The serum sTfR concentration is indeed an appropriate marker for erythropoiesis. The erythropoitic effect of administered rHuEPO could mask the effect of iron status on the sTfR concentration. This might make the sTfR concentration no longer an appropriate index to identify the presence of occult iron deficiency. Thus, TS and ferritin currently remain better methods for the evaluation of iron status in rHuEPO-treated chronic hemodialysis patients.
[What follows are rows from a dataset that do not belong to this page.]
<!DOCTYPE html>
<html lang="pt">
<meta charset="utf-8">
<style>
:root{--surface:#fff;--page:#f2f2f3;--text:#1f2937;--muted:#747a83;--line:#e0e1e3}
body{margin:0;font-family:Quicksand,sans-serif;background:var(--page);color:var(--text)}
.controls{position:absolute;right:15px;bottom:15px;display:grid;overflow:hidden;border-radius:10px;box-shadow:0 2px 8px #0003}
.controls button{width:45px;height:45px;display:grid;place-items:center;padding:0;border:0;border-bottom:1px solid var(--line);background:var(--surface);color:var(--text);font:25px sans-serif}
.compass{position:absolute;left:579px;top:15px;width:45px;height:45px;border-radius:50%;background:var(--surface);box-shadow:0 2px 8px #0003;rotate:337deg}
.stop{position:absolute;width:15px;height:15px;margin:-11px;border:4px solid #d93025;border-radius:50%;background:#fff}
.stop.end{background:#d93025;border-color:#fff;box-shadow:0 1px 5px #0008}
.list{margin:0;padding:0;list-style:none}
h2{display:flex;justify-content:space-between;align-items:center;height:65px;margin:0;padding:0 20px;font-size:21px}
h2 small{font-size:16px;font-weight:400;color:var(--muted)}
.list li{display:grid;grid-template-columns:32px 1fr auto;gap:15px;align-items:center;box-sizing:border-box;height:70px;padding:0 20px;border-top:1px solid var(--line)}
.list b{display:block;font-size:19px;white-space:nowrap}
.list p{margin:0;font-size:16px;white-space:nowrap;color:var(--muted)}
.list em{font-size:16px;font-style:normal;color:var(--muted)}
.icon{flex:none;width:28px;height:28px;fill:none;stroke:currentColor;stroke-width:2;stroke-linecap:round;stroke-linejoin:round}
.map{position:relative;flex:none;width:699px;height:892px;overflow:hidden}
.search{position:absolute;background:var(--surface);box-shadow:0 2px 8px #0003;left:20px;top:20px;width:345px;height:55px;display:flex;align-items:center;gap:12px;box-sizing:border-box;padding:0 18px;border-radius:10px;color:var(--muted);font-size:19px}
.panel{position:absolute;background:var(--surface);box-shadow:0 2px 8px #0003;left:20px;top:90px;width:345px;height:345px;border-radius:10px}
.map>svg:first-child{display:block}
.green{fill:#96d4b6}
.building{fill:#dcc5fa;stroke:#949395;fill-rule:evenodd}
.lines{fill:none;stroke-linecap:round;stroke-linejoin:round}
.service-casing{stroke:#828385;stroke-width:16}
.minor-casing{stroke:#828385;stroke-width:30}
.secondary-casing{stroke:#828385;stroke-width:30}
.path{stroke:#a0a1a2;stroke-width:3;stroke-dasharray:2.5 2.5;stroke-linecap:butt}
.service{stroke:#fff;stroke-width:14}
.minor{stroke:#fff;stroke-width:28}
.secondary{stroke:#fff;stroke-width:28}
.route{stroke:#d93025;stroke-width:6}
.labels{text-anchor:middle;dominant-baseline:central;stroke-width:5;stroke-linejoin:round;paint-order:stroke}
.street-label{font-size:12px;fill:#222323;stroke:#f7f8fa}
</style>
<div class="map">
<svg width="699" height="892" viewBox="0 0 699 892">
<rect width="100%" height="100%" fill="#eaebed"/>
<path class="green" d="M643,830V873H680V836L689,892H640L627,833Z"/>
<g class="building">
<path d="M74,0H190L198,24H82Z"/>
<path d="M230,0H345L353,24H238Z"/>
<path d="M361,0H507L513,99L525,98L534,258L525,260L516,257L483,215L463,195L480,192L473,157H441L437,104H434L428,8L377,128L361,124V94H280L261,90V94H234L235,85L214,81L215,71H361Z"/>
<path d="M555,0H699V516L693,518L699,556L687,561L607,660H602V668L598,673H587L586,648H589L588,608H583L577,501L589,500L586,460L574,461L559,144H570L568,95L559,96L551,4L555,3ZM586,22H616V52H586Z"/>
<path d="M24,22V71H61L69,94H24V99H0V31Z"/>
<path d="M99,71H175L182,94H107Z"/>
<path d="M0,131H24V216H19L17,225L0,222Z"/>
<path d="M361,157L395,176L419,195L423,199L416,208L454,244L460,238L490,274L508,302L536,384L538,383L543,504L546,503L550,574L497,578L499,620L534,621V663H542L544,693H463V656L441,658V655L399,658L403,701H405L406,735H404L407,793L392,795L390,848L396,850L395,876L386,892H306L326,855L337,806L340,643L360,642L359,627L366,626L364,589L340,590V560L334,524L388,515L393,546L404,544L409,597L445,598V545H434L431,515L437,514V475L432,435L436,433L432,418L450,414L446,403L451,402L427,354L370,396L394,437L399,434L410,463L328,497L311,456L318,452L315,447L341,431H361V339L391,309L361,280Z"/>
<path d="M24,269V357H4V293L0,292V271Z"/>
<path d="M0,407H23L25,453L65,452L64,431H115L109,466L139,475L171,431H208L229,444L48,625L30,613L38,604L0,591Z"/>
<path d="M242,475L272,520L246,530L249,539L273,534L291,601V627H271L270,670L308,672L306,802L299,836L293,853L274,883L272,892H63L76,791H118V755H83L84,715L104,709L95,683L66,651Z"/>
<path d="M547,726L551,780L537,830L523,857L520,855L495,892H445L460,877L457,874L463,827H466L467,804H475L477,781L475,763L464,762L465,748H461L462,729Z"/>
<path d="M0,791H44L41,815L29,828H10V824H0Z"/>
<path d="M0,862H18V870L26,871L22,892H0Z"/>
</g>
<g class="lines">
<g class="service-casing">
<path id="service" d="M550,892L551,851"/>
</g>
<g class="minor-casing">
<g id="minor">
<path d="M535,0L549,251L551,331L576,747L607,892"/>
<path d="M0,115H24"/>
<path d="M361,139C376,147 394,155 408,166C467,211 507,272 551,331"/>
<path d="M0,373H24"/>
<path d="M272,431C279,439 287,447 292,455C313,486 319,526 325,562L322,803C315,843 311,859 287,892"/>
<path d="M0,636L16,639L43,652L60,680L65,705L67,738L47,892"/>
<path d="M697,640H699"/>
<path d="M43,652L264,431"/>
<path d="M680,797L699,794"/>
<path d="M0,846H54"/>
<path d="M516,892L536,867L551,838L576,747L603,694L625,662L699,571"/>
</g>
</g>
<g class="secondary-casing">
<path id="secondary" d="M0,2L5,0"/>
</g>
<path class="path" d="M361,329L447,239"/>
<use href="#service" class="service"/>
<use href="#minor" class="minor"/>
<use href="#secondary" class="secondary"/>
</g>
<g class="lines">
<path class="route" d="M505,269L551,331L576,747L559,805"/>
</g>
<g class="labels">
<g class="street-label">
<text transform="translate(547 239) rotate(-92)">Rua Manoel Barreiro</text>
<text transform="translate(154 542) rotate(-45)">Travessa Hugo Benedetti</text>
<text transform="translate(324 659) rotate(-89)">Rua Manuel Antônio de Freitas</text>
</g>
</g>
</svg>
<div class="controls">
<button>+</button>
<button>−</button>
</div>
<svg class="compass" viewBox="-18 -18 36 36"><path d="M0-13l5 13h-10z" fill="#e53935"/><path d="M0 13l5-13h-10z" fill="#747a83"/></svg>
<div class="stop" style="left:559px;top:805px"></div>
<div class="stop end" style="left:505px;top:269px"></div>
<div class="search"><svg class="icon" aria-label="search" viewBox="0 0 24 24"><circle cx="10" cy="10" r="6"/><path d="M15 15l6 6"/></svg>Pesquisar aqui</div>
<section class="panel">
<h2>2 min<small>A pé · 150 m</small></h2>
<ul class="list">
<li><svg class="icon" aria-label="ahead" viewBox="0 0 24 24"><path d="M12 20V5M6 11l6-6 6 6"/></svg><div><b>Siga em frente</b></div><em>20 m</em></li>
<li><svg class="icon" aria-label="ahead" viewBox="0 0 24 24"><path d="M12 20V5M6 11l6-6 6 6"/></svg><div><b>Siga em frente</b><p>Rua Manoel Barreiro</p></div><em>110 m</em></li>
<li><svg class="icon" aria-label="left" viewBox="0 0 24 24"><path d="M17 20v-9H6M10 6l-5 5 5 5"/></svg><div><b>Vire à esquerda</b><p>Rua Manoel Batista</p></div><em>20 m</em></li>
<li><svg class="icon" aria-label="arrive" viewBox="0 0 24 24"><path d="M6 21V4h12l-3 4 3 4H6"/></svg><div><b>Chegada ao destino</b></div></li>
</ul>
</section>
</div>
对于血液透析患者,使用当前常用检测方法诊断缺铁通常较为困难。可溶性转铁蛋白受体(sTfR)作为评估铁状态的参数,近来引起了医生们的关注。本研究旨在评估血清可溶性转铁蛋白受体(sTfR)浓度与血液学参数及铁指标之间的相关性,以确定其在透析患者缺铁诊断中的作用。
纳入73例接受慢性血液透析且维持重组人促红细胞生成素(rHuEPO)治疗稳定的患者。在第一周测定铁、总铁结合力、铁蛋白和sTfR。此后,这些患者开始接受静脉注射右旋糖酐铁(2mg/kg/周),共4周。每周评估血细胞比容(Hct)、血红蛋白(Hb)水平和网织红细胞计数。在第五周开始时,再次测定sTfR水平。患者被分为以下组之一:血清铁蛋白<100μg/L - 绝对缺铁组;初始铁蛋白水平≥100μg/L且研究结束时血红蛋白升高大于1g/dL - 隐匿性缺铁组;其他 - 非缺铁组。
71例患者完成了研究。sTfR浓度在研究开始时(分别为r = 0.236,p = 0.047;r = 0.257,p = 0.04;r = 0.401,p < 0.01)和结束时(分别为r = 0.384,p < 0.01;r = 0.338,p < 0.01;r = 0.427,p < 0.001)与Hct、Hb和网织红细胞指数呈正相关。经过4周的铁和rHuEPO治疗后,sTfR浓度从21.85±8.06nM增加至23.76±7.42nM,而非下降(p = 0.04),且该变化与Hct、Hb和网织红细胞指数的变化呈正相关。缺铁组(绝对缺铁,n = 3;隐匿性缺铁,n = 10)和非缺铁组(n = 58)之间给予的rHuEPO剂量无差异。sTfR水平未能识别隐匿性缺铁组,因为隐匿性缺铁患者和非缺铁患者之间无差异(24.73±9.09nM对21.60±7.89nM,p = 0.34)。相反,转铁蛋白饱和度(TS)可能是两组之间的鉴别标志物(19.0±10.9%对30.1±12.7%,p = 0.012)。
血清sTfR浓度确实是红细胞生成的合适标志物。给予的rHuEPO的促红细胞生成作用可能掩盖了铁状态对sTfR浓度的影响。这可能使sTfR浓度不再是识别隐匿性缺铁存在的合适指标。因此,目前TS和铁蛋白仍是评估接受rHuEPO治疗的慢性血液透析患者铁状态的更好方法。